The kind of depth that’s led national women’s college basketball analysts to suggest LSU’s built to win another national championship. The Tigers have garnered talk throughout the offseason of being this year’s preseason No. 1 ranked team going into the season opener against Colorado on Nov. 6 in the Naismith Hall of Fame Series at T-Mobile Arena in Las Vegas.

LSU opens its exhibition season Oct. 26 against East Texas Baptist and follows on Nov. 1 with Loyola of New Orleans.

Johnson (mild ankle sprain) and Poa (hand injury) did not go through the first practice.

“My approach (to) coaching won’t be different,” Mulkey said. “I can put them in their place and remind them that (national title) was yesterday. Only half of them have a ring. The other half came to get a national championship ring.”

Reese was one of two players – the other being Morrow – to average double-figures in points (23.0) and rebounds (15.4) last season. She had 34 a nation’s high double-doubles, shot 52.5% from the field with 66 steals and 55 blocks.

“She’s a competitor and wants to be a good leader,” Mulkey said of Reese. “She just had the best year of her college career. It was fun. But she’s not entitled to have that again. You have to work.”

Mulkey began pulling on her motivational strings to get Reese’s attention, conveying to the Baltimore native that a recent report had her the projected as the No. 8 pick in the 2024 WNBA Draft if she leaves school after next season.

Johnson, who started in all 36 games last season, is the team’s second-leading returning scorer art 11.0 points to go with 5.9 rebounds and 1.8 assists. Smith, who came off the bench in 34 of 36 games, averaged 4.6 points and 4.0 rebounds, while Poole started in 6 of 35 games and averaged 4.5 points with 2.6 rebounds, 2.4 assists and shot 45.2% from 3-point range. Poa, a reserve in 34 of 36 games, averaged 3.4 points and 1.2 assists.

A year after landing Reese from Maryland, Mulkey struck it rich in the transfer portal again the signatures of Van Lith and Morrow.

The 5-foot-7 Van Lith, a two-time All-ACC first-team selection and honorable mention All-American, helped Louisville to three straight NCAA Tournaments, including the 2022 Final Four.

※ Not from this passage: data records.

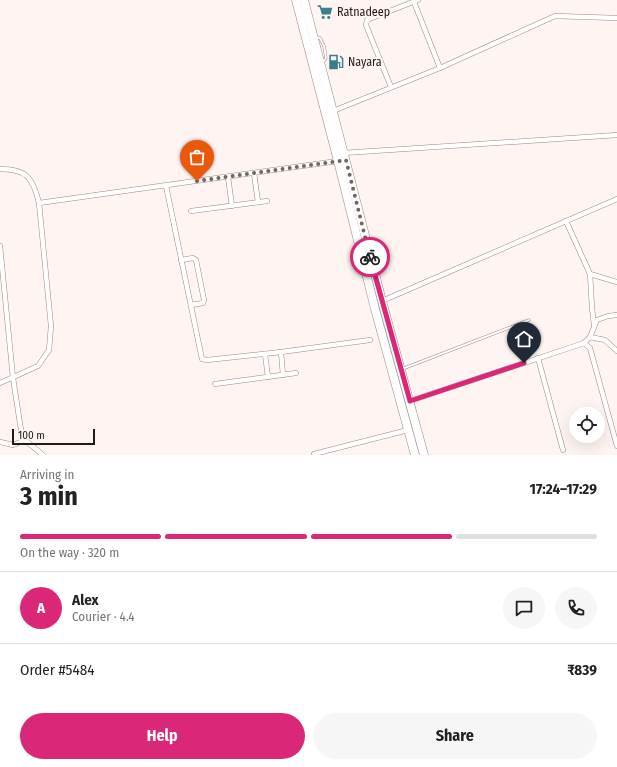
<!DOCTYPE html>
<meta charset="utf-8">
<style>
body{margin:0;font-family:"Fira Sans Condensed",sans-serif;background:#f6f6f6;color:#222;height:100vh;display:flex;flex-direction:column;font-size:15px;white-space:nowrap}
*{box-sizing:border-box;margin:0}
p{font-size:13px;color:#767676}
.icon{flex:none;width:22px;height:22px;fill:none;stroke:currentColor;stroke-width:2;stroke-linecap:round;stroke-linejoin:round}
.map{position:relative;height:455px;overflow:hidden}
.details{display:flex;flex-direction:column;background:#fff;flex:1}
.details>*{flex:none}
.buttons{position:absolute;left:569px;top:407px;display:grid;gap:8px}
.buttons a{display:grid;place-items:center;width:36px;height:36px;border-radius:50%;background:#fff;box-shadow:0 4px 16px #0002;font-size:20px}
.scale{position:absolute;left:12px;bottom:10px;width:83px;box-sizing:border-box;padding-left:4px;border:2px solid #221a18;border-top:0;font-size:11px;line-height:14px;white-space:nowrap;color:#221a18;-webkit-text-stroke:3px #fef4f2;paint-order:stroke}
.pin{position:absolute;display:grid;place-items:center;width:34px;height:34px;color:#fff;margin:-41px -17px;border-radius:50% 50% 50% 0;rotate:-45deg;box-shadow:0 0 4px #0007}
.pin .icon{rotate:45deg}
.courier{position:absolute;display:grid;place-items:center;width:40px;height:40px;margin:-20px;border:3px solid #db2777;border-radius:50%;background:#fff;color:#222;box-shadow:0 1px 5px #0007}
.headline em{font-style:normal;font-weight:700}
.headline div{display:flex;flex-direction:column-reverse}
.headline{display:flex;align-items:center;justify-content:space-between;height:68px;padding:0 20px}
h1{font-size:26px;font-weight:700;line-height:30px}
.bar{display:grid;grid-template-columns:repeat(4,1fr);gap:6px 4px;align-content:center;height:48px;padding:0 20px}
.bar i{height:5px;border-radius:3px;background:#e0e0e0}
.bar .selected{background:#db2777}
.bar p{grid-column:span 4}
.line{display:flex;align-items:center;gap:10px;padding:0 20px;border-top:1px solid #e0e0e0}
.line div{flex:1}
.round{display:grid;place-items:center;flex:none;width:42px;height:42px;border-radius:21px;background:#f6f6f6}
.action{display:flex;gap:8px;margin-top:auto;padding:8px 20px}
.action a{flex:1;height:46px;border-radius:24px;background:#db2777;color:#fff;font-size:16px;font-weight:700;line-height:46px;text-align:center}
.action a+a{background:#f6f6f6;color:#222}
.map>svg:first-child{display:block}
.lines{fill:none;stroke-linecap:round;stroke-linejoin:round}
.lane-casing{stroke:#9e8782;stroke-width:3}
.street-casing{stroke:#9e8782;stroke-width:5.5}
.highway-casing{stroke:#9e8782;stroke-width:9}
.lane{stroke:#fff;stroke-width:2}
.street{stroke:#fff;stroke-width:4.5}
.highway{stroke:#fff;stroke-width:8}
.done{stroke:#6f6664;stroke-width:4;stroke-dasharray:0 7.2}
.route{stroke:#db2777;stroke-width:5}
.labels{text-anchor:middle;stroke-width:4;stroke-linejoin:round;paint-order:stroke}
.poi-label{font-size:12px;fill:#221a18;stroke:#fef4f2;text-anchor:start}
</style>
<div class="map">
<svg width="617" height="455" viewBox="0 0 617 455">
<rect width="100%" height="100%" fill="#fef4f2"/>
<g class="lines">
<defs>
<g id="lane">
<polyline points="315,37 320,38 324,46 326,58 323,62"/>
<polyline points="402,369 529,320"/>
</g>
<g id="street">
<polyline points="414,2 440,68"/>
<polyline points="391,87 366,25 367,20 418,0"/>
<polyline points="333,111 440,68 555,16 617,18"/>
<polyline points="343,153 617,135"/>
<path d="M0,169c27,0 33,9 39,34l12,123 -2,24 -11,16 -38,17"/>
<polyline points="254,173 258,202"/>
<polyline points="228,177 232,206"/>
<polyline points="166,186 202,359 207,360 281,352 370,340"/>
<polyline points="39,203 338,161"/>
<polyline points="191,211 267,201"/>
<polyline points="566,221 590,274 592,308 594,325"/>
<polyline points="0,246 13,378 21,430 25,440 43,455"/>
<polyline points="181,260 193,258 196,260 204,300 203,303 191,305"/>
<polyline points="590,274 617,282"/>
<polyline points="382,301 617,199"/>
<polyline points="590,337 605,340 617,351"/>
<polyline points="584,343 590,348 617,446"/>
<polyline points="281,352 283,375"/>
<polyline points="265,354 268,377"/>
<polyline points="538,358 563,450"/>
<polyline points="215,384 296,373"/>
<polyline points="410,401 584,343 590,337 597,320 608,316 617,315"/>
<polyline points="0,442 13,445 25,440"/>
<polyline points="314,454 408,430"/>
</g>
<g id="highway">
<polyline points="296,0 338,161 375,309 415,455"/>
<polyline points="304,0 382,301 424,455"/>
</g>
</defs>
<use href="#lane" class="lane-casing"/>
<use href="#street" class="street-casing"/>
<use href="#highway" class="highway-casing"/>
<use href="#lane" class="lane"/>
<use href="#street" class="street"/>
<use href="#highway" class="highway"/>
</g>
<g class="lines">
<polyline class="done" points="197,181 346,160 370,257"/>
<polyline class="route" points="370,257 410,401 524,363"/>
</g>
<defs>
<symbol id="supermarket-bare" viewBox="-9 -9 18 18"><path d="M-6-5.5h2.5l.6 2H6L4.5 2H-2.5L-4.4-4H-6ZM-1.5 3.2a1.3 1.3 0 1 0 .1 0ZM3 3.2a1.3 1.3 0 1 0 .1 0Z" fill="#397e8c" stroke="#fef4f2" stroke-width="2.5" paint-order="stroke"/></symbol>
<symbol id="fuel-bare" viewBox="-9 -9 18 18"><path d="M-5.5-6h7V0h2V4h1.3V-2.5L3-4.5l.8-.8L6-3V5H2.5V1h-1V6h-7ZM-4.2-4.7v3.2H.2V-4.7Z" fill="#397e8c" stroke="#fef4f2" stroke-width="2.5" paint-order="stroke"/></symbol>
</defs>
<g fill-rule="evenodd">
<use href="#supermarket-bare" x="314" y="1" width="22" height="22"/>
<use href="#fuel-bare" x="325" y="51" width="22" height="22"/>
</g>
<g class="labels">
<g class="poi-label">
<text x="337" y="16">Ratnadeep</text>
<text x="348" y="66">Nayara</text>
</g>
</g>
</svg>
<div class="buttons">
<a><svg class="icon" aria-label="locate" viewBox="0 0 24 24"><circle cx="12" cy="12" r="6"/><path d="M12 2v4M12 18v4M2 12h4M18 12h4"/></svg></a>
</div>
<div class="scale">100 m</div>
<div class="pin" style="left:197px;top:181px;background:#ea580c"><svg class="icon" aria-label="bag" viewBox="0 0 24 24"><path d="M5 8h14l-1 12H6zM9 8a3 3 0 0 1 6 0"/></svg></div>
<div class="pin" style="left:524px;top:363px;background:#1f2937"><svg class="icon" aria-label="home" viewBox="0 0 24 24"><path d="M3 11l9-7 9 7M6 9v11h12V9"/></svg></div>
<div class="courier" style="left:370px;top:257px"><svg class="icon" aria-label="bike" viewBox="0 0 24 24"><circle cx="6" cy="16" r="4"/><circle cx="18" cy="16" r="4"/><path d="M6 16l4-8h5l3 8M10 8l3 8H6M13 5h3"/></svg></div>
</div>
<section class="details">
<div class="headline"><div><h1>3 min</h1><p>Arriving in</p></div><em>17:24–17:29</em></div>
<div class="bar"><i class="selected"></i><i class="selected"></i><i class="selected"></i><i></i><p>On the way · 320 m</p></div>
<div class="line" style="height:72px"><b class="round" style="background:#db2777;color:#fff">A</b><div><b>Alex</b><p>Courier · 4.4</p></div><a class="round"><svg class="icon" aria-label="chat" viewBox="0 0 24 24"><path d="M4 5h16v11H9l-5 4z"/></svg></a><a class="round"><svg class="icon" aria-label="phone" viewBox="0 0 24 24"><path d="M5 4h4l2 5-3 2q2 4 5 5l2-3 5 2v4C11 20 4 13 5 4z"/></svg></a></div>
<div class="line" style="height:52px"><div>Order #5484</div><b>₹839</b></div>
<div class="action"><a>Help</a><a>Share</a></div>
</section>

She averaged 15.4 points during her 101-game career, scoring 1,553 points, 4.4 rebounds, 2.5 assists, made 42.2% of her field goals and 85.0% of her free throws.

She was one of two players last season (other being Iowa’s Kaitlyn Clark) to average at least 19 points (19.7), 4.0 rebounds (4.5) and 3.0 (3.2) assists.

Morrow produced 53 double-doubles in 66 career games at DePaul where she was the Big East Freshman of the Year and second team AP All-American in 2021-22. She scored 1,570 points (23.0 average), grabbed 860 rebounds (13.0), shot 46.3% from the field, blocked 102 shots and had 176 steals.

She ranked fourth nationally in scoring (25.7) and seventh in rebounding (12.2) last season.

“We’re not entitled to anything,” Mulkey said. “We have to be hungry. We have to work hard.”